At that moment I realized how loaded this fragrance must be
for him – having toured the Amalfi Coast, Sorrento and
Capri in February, I remembered how there were probably more orange trees per
square foot in that part of Italy
than probably any other place in the world. We strolled down to see the tree. When
Marco inhaled the scent of the waxy white flowers, he looked like he might cry.
I thought, This is one of the great healing powers of
plants – their ability to emotionally mend or soothe, just by being… By being
their quintessential selves, everywhere, tugging on the matrix of memory!
Now
you try and tell me the tree and the wind didn’t hear Marco talking.
The next night the fresh orange blossoms were in the daily
tea along with some chamomile. If a more soothing golden liquor were ever
distilled from plants, I’ve never tasted it.
Resistance is beautiful
As I re-integrate into skyscraper life and recall this very
narrow but intense slice of my seminar experience, one thing that keeps coming
back to me is something Richo said early on in his Planetary Herbology lecture:
“Back pressure is a much under-appreciated force in the
universe. Tamping seeds into the soil gives them a chance to align themselves.

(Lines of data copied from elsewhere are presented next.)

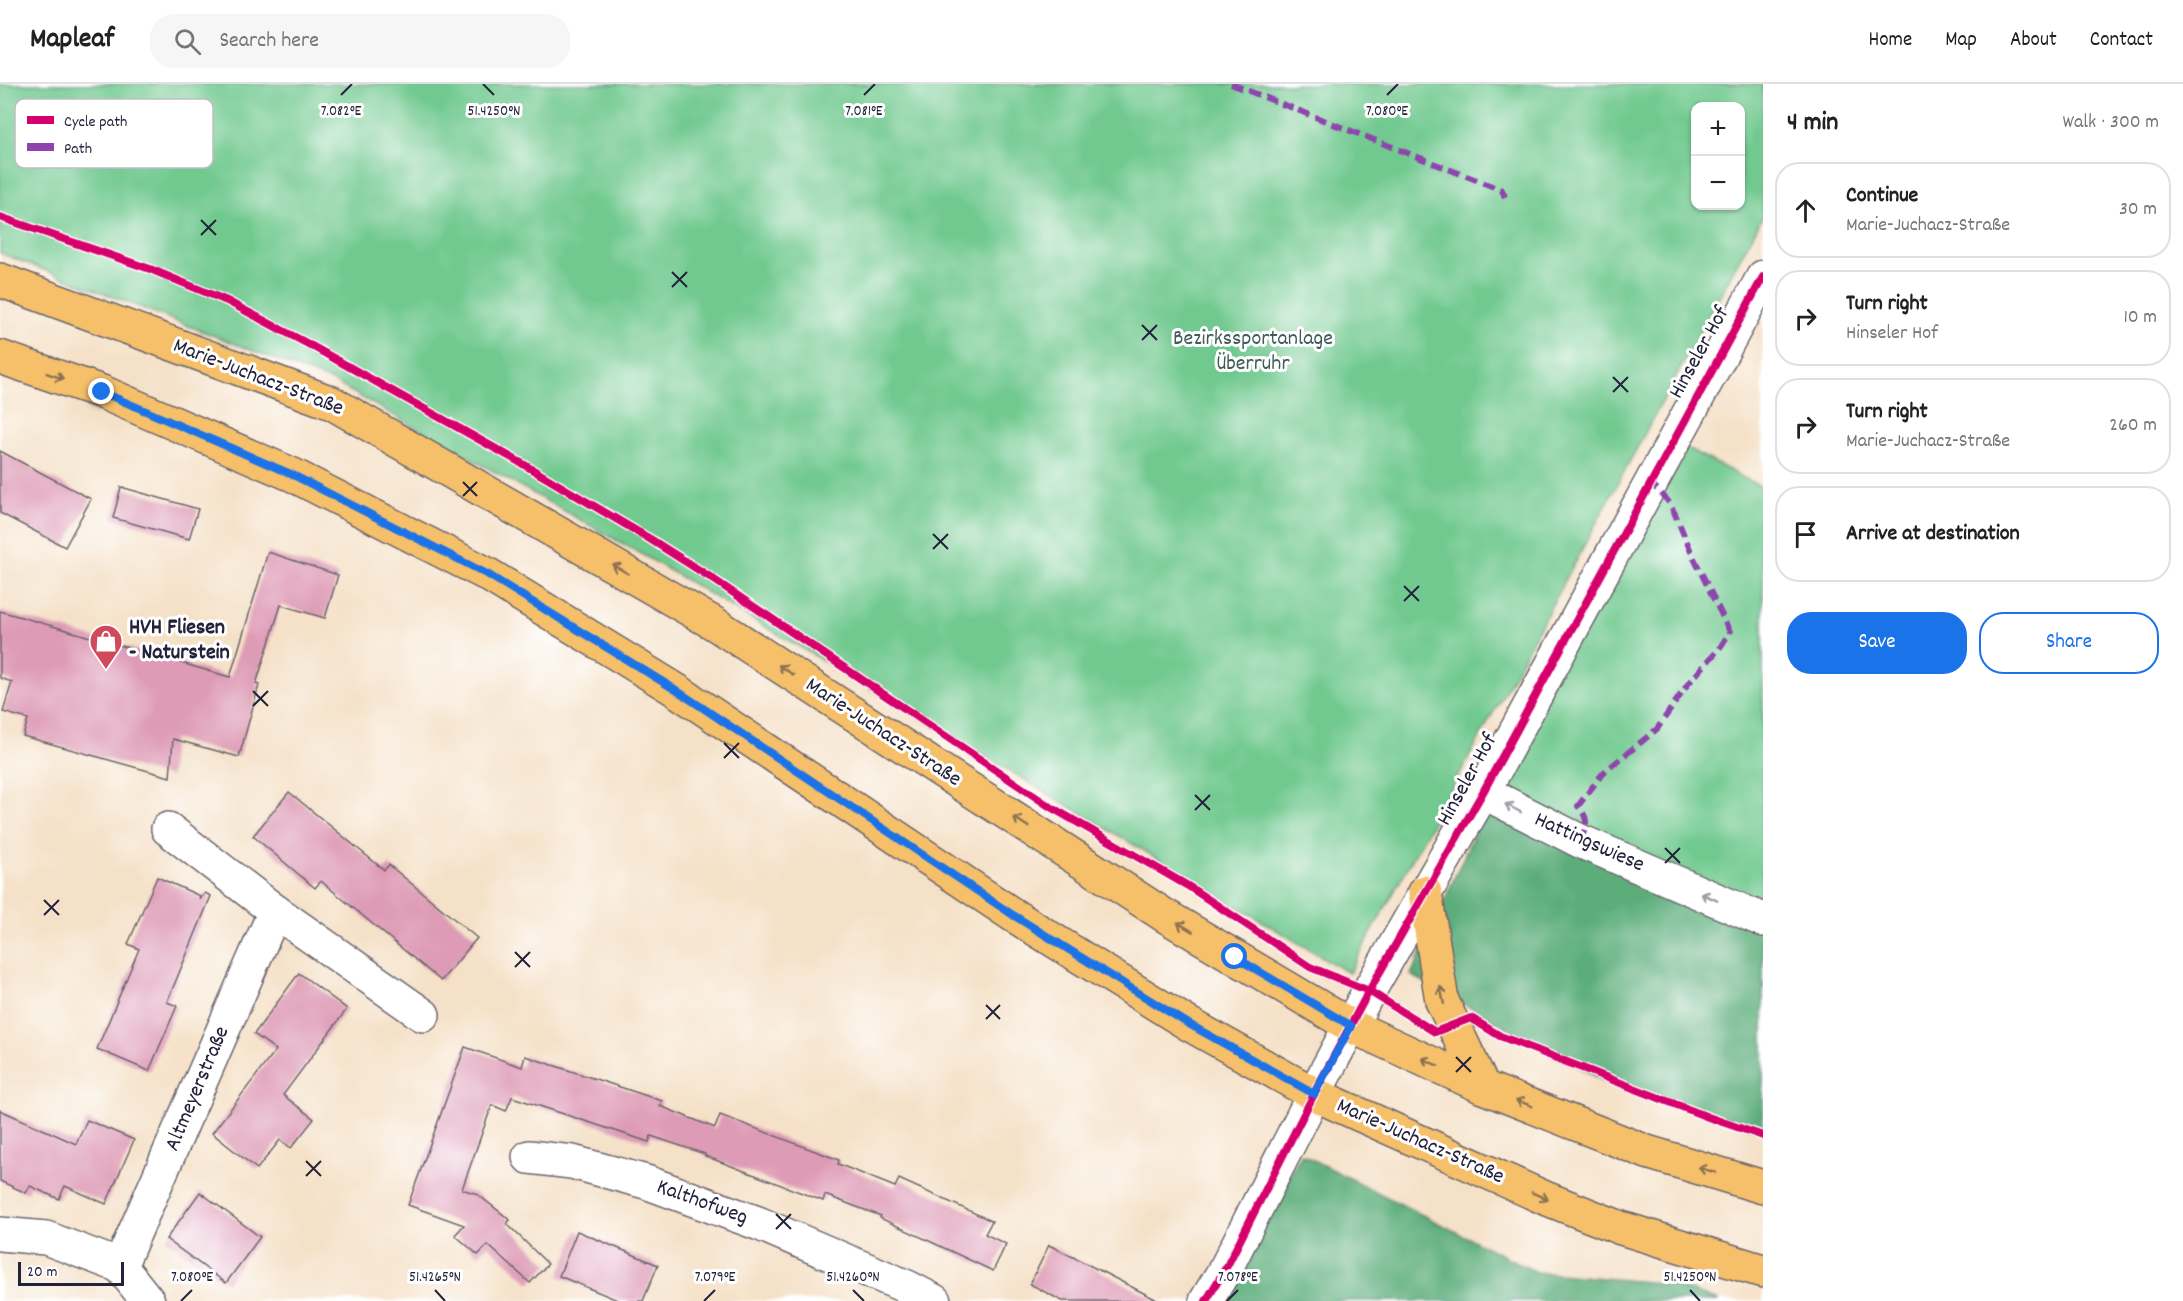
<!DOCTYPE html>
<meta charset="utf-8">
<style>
:root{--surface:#fff;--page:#f6f6f6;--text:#222;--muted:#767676;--line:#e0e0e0;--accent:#1a73e8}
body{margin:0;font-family:Dekko,sans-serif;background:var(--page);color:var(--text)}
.controls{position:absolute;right:18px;top:18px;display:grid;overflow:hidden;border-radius:12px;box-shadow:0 2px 4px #0004}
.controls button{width:54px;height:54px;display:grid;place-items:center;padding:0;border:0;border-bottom:2px solid var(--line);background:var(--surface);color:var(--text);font:30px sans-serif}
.scale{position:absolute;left:18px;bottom:15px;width:106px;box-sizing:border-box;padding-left:6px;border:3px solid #22223b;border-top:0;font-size:16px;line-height:21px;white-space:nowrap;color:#22223b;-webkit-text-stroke:4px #fff;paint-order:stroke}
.stop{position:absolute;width:18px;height:18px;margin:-14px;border:4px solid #1a73e8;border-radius:50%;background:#fff}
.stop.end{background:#1a73e8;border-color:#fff;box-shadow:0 2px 6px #0008}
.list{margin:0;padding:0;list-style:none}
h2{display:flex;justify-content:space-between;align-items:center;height:78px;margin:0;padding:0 24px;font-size:26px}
h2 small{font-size:20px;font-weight:400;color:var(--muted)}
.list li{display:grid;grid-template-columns:39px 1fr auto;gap:18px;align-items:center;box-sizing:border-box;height:96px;margin:0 12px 12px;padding:0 12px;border:2px solid var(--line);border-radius:24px}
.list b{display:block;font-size:22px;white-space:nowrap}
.list p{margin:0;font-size:20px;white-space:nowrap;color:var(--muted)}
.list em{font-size:20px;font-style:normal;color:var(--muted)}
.actions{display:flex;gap:12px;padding:18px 24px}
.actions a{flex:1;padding:14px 0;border:2px solid var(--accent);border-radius:24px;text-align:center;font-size:21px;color:var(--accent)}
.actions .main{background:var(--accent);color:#fff}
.icon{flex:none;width:33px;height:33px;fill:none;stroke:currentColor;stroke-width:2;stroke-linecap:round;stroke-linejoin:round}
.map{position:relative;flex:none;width:1763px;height:1217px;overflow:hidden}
header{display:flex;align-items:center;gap:36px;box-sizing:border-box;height:84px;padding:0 30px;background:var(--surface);border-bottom:2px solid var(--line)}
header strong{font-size:28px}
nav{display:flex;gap:33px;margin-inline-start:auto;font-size:21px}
.search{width:420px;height:54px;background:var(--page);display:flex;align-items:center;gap:15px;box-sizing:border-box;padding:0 21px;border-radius:24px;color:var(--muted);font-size:22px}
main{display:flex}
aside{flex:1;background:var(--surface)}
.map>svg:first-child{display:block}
.green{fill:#71c98f;stroke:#4a7665;stroke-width:1.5;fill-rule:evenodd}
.forest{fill:#5cad7a;stroke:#3f685a;stroke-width:1.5}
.building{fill:#de9bb6}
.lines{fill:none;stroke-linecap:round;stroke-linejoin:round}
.minor-casing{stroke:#6c656c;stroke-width:36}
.major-casing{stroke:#6c656c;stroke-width:36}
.minor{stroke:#fff;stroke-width:33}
.major{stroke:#f6c06b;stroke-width:33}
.quiet{stroke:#8e44ad;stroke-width:6;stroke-dasharray:12 6;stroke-linecap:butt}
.cycleway-casing{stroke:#fff;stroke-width:11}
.cycleway{stroke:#d6006c;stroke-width:8}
.oneway{stroke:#8c7153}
.oneway2{stroke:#9c9ca7}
.route{stroke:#1a73e8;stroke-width:8}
.ticks{fill:none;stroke:#22223b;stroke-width:2}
.labels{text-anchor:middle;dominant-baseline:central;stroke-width:6;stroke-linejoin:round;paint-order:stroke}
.park-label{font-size:22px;fill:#3e5c58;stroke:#fff}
.street-label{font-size:22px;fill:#22223b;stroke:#fff}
.poi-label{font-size:22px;font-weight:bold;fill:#22223b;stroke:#fff;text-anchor:start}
.key{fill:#fff;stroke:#bdbdc4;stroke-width:1.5}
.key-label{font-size:16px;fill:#22223b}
.ticks-label{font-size:15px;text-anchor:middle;fill:#22223b;stroke:#fff;stroke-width:6;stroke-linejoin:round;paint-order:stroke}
</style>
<header>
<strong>Mapleaf</strong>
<div class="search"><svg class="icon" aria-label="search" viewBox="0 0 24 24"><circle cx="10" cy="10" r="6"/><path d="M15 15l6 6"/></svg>Search here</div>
<nav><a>Home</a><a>Map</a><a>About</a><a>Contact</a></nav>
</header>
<main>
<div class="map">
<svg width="1763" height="1217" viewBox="0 0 1763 1217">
<rect width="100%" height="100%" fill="#fff"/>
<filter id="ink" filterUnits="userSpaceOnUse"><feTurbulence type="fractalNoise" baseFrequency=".0167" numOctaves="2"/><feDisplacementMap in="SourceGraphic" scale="12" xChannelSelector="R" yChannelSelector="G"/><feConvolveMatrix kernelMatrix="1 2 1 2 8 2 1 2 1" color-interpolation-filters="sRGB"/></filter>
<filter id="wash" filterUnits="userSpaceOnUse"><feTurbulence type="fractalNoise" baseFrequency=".008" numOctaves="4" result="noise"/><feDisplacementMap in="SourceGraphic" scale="24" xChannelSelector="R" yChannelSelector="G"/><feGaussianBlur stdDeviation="1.35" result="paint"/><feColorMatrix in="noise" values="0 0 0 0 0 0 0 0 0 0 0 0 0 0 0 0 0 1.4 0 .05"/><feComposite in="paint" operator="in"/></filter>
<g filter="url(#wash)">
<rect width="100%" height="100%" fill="#f5e1c8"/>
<g class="green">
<path d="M0 0H1763V132L1479 655 1349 889 1005 684 650 475 336 299 0 169ZM1696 22H1740V122H1696Z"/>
<polygon points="1677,359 1763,404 1763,831 1494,709"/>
</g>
<g class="forest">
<polygon points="1489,716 1763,841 1763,1047 1615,1003 1411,891"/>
<polygon points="1301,1070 1536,1188 1670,1200 1719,1217 1221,1217"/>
</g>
<g id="blocks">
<g class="building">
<polygon points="0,367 91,415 65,463 0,429"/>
<polygon points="121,403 198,425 189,455 113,434"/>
<polygon points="268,468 338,491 325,534 281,521 256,600 259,601 239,673 173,655 170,693 23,652 28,635 3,628 12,598 0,594 0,527 230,593"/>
<polygon points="289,708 384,786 389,781 477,854 441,897 321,797 315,804 253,752"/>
<polygon points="157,793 200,812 199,816 205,809 211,812 167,918 177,922 149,987 97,965 139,865 128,860"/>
<polygon points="299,889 347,925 283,1011 314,1035 291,1064 280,1056 257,1085 212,1049 276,966 254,950"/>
<polygon points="465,963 522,983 525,972 620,1003 662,1017 660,1022 715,1044 720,1031 839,1076 838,1080 895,1103 899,1095 992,1137 985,1150 1006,1160 993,1187 880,1134 881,1132 825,1111 823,1117 705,1072 705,1070 651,1052 649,1058 512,1013 506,1027 492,1021 462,1105 477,1110 510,1136 507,1140 548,1180 530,1199 488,1161 478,1171 455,1151 464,1141 408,1121"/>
<polygon points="0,1026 76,1060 87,1036 134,1056 106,1120 65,1102 59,1115 30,1102 26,1109 0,1097"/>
<polygon points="200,1108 260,1153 226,1199 166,1155"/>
<polygon points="577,1147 658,1181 643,1217 620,1217 559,1192"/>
<polygon points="1049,1161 1087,1180 1159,1217 1062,1217 1030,1200"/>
</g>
</g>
</g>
<g filter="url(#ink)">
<use href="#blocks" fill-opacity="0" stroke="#6c656c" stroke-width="1.5"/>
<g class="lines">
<defs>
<g id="minor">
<polyline points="1483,708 1580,757 1763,836"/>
<polyline points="168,745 275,827 423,931"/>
<polyline points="529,1073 572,1078 646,1098 760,1140 907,1203 934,1217"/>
<polyline points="0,1150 46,1154 120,1182 148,1217"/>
<polyline points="120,1182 275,827"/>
<polyline points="1206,1217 1227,1182 1314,1010 1369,907 1483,708 1763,193"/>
</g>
<g id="major">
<polyline points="0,196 332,319 715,540 1164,831 1351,942 1483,1003 1647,1068 1763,1103"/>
<polyline points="0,273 102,308 293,391 487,490 676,606 1013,831 1187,939 1314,1010 1545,1114 1621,1144 1763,1187"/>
<polyline points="1425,808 1442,917 1483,1003"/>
</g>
</defs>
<use href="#minor" class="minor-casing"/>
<use href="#major" class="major-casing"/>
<use href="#minor" class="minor"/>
<use href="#major" class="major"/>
<g class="quiet">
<polyline points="1231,0 1502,106 1505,113"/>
<path d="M1580 757C1587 741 1590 736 1578 722L1603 689 1657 645 1688 600 1719 565 1730 548 1692 470 1675 430 1668 417 1652 400"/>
</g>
<defs>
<g id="cycleway">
<polyline points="0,133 150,185 227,217 310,261 523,380 650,455 710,493 1049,722 1188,802 1310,883 1369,907 1435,948 1471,934 1500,952 1708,1033 1763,1052"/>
<polyline points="1206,1217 1227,1182 1314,1010 1369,907 1483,708 1763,193"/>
</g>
</defs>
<use href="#cycleway" class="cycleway-casing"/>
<use href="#cycleway" class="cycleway"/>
</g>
<defs><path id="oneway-shaft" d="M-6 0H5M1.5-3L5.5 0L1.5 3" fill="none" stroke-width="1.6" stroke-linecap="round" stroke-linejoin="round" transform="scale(1.5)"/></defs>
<g class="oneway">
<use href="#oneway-shaft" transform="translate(55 292) rotate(19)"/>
<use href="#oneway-shaft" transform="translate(620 485) rotate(-150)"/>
<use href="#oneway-shaft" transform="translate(786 586) rotate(-147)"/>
<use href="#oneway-shaft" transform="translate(1021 738) rotate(-147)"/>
<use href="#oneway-shaft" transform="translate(1185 843) rotate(-149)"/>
<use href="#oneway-shaft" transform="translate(1442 911) rotate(-102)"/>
<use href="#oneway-shaft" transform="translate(1430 978) rotate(-155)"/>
<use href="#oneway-shaft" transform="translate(1524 1019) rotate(-158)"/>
<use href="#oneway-shaft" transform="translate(1707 1086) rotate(-163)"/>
<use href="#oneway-shaft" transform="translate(1540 1112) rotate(24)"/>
</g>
<g class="oneway2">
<use href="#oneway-shaft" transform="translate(1513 724) rotate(-152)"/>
<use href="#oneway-shaft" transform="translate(1709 813) rotate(-156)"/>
</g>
</g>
<g class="lines" filter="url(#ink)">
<polyline class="route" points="102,308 293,391 487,490 676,606 1013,831 1187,939 1314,1010 1351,942 1235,873"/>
</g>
<path class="ticks" d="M483 0 494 11M341 11 352 0M864 11 875 0M1387 11 1398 0M201 136 216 151M201 151 216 136M672 188 687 203M672 203 687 188M1142 241 1157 256M1142 256 1157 241M1613 293 1628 308M1613 308 1628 293M463 398 477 412M463 412 477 398M933 450 948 465M933 465 948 450M1404 502 1419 517M1404 517 1419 502M253 607 268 622M253 622 268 607M724 659 739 674M724 674 739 659M1195 711 1210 726M1195 726 1210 711M1665 764 1680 779M1665 779 1680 764M44 816 59 831M44 831 59 816M515 868 530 883M515 883 530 868M986 921 1000 935M986 935 1000 921M1456 973 1471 988M1456 988 1471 973M306 1077 321 1092M306 1092 321 1077M776 1130 791 1145M776 1145 791 1130M435 1206 445 1217M853 1206 864 1217M1690 1206 1700 1217M181 1217 192 1206M704 1217 715 1206M1227 1217 1238 1206"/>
<defs>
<symbol id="shop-pin" viewBox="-11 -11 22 30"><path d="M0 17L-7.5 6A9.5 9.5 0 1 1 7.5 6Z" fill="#d1495b" stroke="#fff"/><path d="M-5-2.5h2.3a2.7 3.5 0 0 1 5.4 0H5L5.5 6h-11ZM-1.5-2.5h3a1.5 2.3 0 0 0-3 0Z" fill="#fff"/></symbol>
</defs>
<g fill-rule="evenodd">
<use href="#shop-pin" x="87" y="538" width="38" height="52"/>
</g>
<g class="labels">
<g class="park-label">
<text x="1253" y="255">Bezirkssportanlage<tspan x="1253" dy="25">Überruhr</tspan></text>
</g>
<g class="street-label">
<text transform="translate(1700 269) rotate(-61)">Hinseler Hof</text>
<text transform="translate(258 294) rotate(21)">Marie-Juchacz-Straße</text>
<text transform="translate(883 649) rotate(33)">Marie-Juchacz-Straße</text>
<text transform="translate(1468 696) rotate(-61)">Hinseler Hof</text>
<text transform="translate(1589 759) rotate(24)">Hattingswiese</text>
<text transform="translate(198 1005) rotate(-67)">Altmeyerstraße</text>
<text transform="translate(1420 1058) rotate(24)">Marie-Juchacz-Straße</text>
<text transform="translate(702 1119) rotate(20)">Kalthofweg</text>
</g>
<g class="poi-label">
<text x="129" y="544">HVH Fliesen<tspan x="129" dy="25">- Naturstein</tspan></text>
</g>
</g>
<rect x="15" y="15" width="198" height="69" rx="9" class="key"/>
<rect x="27" y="32" width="27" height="8" fill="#d6006c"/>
<rect x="27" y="59" width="27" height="8" fill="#8e44ad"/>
<g class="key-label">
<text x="64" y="42">Cycle path</text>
<text x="64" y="69">Path</text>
</g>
<g class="ticks-label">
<text x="494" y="31">51.4250°N</text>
<text x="341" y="31">7.082°E</text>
<text x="864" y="31">7.081°E</text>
<text x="1387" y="31">7.080°E</text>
<text x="1238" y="1197">7.078°E</text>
<text x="192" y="1197">7.080°E</text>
<text x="435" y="1197">51.4265°N</text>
<text x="715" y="1197">7.079°E</text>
<text x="853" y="1197">51.4260°N</text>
<text x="1690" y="1197">51.4250°N</text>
</g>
</svg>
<div class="controls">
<button>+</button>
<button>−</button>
</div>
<div class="scale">20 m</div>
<div class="stop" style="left:1235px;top:873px"></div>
<div class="stop end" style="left:102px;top:308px"></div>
</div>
<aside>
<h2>4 min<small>Walk · 300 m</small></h2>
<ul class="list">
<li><svg class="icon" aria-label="ahead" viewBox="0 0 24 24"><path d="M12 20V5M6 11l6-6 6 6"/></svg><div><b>Continue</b><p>Marie-Juchacz-Straße</p></div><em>30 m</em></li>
<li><svg class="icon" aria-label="right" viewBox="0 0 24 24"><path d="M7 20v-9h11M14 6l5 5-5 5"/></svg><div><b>Turn right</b><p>Hinseler Hof</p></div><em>10 m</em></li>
<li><svg class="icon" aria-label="right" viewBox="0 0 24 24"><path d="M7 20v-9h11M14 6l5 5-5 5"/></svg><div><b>Turn right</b><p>Marie-Juchacz-Straße</p></div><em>260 m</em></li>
<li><svg class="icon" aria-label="arrive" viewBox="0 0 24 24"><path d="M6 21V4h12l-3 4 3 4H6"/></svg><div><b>Arrive at destination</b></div></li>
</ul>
<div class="actions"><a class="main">Save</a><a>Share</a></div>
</aside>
</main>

It is back pressure that allows for this. I suggest you find out how back
pressure works for you, and use it.”
What’s my back pressure? What regulates the speed and quality
of my growth, expression, movement? Is it karma? Is it trial? Is it memory? Is
it chance? Is it the people I meet? How much of a factor is my own inertia?
The gardener’s hand tamps the seed into the soil to align
itself, to be held in place. From there it grows, creates movement – both up
and down. The below ground parts you don’t see are just as important as what
you do see.
In a real way, back pressure helps the seed's self to be organized
into its unique identity and put forth its greatest potential. Maybe it’ll have
the flavor and nourishment of kitchen herbs; the physiological healing capacity
of rose petals; or even the space-time continuum-bending quality of orange
blossom.
For human “seeds,” I suppose this process could be called "individuation."
I’m still working out Richo’s challenge(s). But as far as
back-pressure goes, I’m coming down on the side of finding good growing medium
for my “soul seed” so that when the hand of the divine comes to tamp me down, my
earnest attempts at work, healing, and my great loves push back, making me that
much more awake and aware.
We’ll see how it grows from there.
P.S. Today is Michael Tierra’s 71st birthday.
Happy Birthday, beloved teacher and friend.